From a personal perspective, I’m restless. I want to try everything all the time, and not be restricted by a narrow set of tools to create work. So there’s that—the desire to be creative outside of a visual or graphic-design context.
Then there’s the situation we’re in now where design jobs are just a huge mess. Designers are being asked to do more and more; never just a visual identity, but a huge brand; never just a website but a digital platform for everything to be built on—behaviours, interactions, service, blah blah. How do you even go about designing these things if you've only got access to graphic design tools?
All the while you’ve got technology baring down on you; AI this, AR that, VR the other. So you’ve not only got the strategic questions of design, but more and more executional opportunities too. And it’s just impossible to begin thinking about them if you’ve no experience of the capabilities and limitations of all these different things. As a result of all this, designers lose their critical ability. You can’t question the worth, usefulness or value of what you're doing if you just have to bang stuff out without testing it, or giving yourself the time and space to question it.

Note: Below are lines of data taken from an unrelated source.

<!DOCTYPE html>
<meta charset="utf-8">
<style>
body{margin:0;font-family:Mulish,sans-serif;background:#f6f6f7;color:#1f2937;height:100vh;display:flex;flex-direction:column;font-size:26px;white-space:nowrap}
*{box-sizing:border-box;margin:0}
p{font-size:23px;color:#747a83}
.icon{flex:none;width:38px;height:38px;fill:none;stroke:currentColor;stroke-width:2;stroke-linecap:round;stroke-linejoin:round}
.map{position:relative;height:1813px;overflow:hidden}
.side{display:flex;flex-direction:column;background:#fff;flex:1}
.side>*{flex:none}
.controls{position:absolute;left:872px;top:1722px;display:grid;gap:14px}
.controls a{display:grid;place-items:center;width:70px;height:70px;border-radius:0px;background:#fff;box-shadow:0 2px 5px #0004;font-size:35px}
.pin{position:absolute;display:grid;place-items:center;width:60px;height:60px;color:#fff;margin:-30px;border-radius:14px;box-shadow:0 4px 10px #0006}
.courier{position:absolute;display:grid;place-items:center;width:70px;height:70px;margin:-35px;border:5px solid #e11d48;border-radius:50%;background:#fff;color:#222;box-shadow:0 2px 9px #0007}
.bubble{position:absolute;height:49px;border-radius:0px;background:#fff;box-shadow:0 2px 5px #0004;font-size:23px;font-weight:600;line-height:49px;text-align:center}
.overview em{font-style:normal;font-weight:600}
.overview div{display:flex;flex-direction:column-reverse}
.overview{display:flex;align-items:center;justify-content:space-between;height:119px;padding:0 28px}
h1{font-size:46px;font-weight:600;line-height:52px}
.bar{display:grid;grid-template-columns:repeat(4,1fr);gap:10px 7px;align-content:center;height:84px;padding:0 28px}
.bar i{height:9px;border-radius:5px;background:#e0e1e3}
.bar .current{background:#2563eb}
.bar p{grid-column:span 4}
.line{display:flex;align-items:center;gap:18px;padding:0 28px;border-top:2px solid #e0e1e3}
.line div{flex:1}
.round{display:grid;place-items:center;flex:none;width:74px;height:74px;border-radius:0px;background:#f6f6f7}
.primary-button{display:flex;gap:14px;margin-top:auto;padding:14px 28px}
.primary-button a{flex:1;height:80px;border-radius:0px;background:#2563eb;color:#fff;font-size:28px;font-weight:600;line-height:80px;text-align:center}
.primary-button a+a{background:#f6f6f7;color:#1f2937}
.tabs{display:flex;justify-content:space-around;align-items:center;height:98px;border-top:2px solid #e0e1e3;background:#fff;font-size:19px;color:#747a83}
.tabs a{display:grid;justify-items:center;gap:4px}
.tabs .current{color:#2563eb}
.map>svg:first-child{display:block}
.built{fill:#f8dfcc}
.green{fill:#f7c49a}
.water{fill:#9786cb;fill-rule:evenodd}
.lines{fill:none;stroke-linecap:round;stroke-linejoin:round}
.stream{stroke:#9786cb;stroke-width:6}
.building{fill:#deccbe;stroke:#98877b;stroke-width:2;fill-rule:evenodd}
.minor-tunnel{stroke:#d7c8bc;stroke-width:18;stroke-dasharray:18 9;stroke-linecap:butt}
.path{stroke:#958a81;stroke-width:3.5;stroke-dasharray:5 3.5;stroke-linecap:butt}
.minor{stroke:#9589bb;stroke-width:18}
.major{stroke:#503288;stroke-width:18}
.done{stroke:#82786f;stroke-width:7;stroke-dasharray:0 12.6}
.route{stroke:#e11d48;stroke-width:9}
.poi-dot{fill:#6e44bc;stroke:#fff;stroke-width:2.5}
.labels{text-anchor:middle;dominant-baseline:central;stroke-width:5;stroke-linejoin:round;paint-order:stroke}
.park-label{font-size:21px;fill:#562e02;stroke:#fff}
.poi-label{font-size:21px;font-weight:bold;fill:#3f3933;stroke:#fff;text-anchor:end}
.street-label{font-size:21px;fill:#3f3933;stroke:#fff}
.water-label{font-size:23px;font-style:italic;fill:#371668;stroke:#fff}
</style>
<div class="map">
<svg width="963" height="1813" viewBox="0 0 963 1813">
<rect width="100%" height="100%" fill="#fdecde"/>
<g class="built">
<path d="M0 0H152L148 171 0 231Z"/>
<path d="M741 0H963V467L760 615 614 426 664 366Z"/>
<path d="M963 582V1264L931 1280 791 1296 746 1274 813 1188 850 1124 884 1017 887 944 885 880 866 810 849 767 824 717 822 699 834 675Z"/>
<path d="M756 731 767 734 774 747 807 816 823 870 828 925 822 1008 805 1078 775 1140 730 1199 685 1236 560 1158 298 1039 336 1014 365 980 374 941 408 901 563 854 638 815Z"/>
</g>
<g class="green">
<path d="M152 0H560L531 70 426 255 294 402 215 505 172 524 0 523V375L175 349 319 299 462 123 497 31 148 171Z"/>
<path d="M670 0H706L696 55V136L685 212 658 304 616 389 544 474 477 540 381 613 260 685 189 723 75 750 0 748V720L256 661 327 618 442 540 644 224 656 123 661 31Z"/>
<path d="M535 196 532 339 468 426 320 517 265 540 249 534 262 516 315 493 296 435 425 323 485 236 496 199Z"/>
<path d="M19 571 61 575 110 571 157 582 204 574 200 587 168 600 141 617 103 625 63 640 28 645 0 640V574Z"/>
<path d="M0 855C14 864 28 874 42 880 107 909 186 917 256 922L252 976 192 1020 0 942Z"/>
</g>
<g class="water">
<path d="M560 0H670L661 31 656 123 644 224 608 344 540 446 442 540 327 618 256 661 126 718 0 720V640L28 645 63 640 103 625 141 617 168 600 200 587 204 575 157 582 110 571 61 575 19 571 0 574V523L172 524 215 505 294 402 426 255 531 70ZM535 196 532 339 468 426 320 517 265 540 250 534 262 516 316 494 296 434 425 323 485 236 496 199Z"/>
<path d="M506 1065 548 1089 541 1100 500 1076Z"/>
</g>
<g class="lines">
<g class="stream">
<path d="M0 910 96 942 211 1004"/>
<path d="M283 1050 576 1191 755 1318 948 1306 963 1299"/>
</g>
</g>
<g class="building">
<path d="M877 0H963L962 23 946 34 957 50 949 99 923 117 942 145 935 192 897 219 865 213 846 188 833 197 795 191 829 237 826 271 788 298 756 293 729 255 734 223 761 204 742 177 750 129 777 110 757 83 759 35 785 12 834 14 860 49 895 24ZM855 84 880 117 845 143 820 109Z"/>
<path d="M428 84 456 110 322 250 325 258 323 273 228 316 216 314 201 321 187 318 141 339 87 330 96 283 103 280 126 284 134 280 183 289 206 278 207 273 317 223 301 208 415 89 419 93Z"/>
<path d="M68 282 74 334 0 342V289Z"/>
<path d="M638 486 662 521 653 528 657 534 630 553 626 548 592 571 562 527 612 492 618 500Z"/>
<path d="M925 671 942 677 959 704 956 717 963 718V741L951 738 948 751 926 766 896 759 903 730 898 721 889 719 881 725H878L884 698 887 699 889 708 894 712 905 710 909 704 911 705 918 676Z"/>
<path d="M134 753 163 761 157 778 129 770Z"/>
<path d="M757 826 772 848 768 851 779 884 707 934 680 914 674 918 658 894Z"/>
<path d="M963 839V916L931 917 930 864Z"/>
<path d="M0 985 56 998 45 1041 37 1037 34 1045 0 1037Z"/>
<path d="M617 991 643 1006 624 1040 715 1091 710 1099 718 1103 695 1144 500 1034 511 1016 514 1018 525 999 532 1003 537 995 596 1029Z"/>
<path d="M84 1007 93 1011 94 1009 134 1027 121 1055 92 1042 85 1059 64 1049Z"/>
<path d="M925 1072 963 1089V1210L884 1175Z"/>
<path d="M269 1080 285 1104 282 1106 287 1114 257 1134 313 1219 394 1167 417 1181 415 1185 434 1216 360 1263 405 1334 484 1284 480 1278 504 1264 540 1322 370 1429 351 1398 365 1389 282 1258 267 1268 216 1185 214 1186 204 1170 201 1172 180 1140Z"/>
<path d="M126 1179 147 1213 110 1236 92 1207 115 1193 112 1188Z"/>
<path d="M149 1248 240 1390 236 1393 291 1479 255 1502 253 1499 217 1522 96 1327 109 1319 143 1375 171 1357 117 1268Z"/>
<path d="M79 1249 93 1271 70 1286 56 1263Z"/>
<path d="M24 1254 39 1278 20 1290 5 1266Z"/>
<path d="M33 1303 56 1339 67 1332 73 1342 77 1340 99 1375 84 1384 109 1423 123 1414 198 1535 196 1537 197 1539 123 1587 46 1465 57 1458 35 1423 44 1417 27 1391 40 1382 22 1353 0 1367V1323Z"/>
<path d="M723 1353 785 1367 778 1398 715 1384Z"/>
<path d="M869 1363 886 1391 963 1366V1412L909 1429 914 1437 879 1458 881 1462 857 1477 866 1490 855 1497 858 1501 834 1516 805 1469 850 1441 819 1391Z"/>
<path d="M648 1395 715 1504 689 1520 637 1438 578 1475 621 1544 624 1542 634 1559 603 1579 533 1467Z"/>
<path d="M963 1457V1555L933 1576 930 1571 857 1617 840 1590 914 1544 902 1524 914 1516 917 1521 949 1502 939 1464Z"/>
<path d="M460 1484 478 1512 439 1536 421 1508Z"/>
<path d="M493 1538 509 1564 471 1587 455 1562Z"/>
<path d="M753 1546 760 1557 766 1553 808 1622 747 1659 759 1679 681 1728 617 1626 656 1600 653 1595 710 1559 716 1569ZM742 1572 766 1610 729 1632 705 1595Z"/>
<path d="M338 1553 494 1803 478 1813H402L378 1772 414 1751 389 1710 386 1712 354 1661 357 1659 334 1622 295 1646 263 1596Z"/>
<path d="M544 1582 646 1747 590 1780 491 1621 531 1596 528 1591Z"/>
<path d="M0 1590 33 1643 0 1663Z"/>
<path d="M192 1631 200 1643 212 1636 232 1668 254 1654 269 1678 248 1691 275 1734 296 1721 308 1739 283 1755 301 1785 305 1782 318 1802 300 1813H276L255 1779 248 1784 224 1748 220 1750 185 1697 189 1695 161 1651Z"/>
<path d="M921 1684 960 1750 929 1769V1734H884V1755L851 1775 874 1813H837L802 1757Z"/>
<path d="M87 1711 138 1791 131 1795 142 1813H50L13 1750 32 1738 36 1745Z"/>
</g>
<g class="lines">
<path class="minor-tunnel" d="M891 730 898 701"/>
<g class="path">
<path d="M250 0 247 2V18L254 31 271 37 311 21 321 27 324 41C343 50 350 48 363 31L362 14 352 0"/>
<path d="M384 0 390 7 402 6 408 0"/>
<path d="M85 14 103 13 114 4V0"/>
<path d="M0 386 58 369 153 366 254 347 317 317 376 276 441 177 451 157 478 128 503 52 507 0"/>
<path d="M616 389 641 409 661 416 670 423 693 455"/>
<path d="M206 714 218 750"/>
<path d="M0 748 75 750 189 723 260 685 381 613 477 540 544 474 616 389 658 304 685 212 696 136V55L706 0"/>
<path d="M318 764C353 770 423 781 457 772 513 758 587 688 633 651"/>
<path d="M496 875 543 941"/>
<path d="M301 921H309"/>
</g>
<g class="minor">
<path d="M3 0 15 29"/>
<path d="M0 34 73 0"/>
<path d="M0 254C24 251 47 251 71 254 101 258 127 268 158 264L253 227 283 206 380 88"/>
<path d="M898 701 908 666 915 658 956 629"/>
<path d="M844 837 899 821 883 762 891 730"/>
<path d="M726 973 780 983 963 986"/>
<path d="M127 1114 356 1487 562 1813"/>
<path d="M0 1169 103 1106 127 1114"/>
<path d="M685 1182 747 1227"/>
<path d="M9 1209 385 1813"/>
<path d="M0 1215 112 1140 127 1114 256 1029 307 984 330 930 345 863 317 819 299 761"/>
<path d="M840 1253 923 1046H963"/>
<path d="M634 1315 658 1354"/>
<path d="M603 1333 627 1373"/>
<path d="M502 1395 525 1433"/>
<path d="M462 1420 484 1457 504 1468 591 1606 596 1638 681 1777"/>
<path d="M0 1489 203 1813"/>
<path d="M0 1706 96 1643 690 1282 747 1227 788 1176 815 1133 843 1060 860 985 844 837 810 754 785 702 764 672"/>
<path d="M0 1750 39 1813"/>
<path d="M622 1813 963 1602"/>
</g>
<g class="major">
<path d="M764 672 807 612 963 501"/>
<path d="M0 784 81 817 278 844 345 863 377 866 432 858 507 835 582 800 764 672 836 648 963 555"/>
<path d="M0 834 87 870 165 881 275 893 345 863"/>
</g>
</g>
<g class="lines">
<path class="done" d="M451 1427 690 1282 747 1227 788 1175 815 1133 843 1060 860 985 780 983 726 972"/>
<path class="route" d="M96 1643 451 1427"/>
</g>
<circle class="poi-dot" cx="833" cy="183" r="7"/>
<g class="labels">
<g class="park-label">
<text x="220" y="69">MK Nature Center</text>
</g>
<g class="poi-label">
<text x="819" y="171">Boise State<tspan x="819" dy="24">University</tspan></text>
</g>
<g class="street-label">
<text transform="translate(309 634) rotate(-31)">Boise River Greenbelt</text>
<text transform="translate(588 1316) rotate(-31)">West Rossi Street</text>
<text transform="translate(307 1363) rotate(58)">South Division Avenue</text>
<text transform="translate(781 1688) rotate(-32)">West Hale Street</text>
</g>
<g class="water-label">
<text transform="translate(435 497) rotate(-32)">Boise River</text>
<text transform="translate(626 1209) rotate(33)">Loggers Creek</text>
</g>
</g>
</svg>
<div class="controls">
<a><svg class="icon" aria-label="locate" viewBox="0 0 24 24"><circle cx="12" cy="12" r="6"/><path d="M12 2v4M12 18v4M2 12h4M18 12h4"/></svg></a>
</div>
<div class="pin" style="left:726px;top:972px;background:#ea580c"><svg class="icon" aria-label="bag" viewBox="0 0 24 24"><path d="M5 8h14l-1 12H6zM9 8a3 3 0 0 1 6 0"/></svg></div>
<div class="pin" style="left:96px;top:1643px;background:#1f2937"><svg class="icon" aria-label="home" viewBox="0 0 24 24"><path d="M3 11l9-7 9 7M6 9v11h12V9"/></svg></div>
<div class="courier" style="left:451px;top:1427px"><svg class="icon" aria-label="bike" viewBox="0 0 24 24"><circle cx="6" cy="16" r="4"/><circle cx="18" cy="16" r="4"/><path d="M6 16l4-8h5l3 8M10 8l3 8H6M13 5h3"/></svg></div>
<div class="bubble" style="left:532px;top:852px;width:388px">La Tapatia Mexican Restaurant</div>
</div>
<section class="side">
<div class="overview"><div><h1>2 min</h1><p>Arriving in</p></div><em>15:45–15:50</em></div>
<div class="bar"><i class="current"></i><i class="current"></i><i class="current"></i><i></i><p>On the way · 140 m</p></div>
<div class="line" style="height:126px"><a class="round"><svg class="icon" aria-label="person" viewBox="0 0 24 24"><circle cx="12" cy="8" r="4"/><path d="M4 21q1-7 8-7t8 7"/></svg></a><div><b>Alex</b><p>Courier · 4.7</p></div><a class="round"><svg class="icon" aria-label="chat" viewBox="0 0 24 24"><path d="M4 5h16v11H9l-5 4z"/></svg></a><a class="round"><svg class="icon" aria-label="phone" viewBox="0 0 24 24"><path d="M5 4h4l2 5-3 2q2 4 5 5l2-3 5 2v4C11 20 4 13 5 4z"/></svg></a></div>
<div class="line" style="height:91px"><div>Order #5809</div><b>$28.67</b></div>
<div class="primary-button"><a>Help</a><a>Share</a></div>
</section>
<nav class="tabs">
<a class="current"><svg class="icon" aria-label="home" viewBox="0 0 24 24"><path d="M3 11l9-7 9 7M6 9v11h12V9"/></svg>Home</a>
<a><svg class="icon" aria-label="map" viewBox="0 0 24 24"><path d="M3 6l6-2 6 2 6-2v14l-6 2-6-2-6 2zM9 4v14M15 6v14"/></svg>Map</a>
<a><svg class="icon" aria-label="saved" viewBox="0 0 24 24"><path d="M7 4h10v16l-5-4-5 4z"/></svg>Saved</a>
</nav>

What are you doing to address that then? What is Testbed and what do you want to achieve with it?
Testbed is set up to help designers, creatives and other people to prototype an idea in an unfamiliar medium. Something I saw at Sapient (and other places) that surprised me was a struggle to work with ideas that forced the team to work outside of their comfort zone. So we’d either fall back on what we knew, or we’d guess our way through a project and something weird might get made. I want testbed to firstly give designers the confidence to start tackling ideas in new media, and secondly give them the space to work out whether it's the right thing to do or not. Opening up technology, even at a crappy, lo-fi level to designers hopefully gets us working a bit differently. There's this habit of thinking the tech is the end product in itself, when we’ve barely scratched the surface (at least in graphics / creative) of using new tech as a creative facilitator—as a tool.
What kinds of people are you looking to come and work with you, and at a practical level what kinds of services will you be offering?
At first I’d love to work with designers and agencies that know they have to start engaging more with technology. They need to understand what it does, how it works, and its limitations so they’re more informed when working on briefs. And the way we do that is by helping them build prototypes of their ideas.
What kinds of prototypes are you talking? What can clients expect from a Testbed workshop/session?
Well it depends what they’re working on. We offer several different services that you can check out out the site; prototyping and testing, consulting and connecting, deep dives, demo days and workshops. The most important thing is I don't care if we come across as messy, personable, or unprofessional. I just want everyone to be open and try to understand what the fuck it is we’re designing or making, and what it's going to mean for the people that have to use it or deal with it.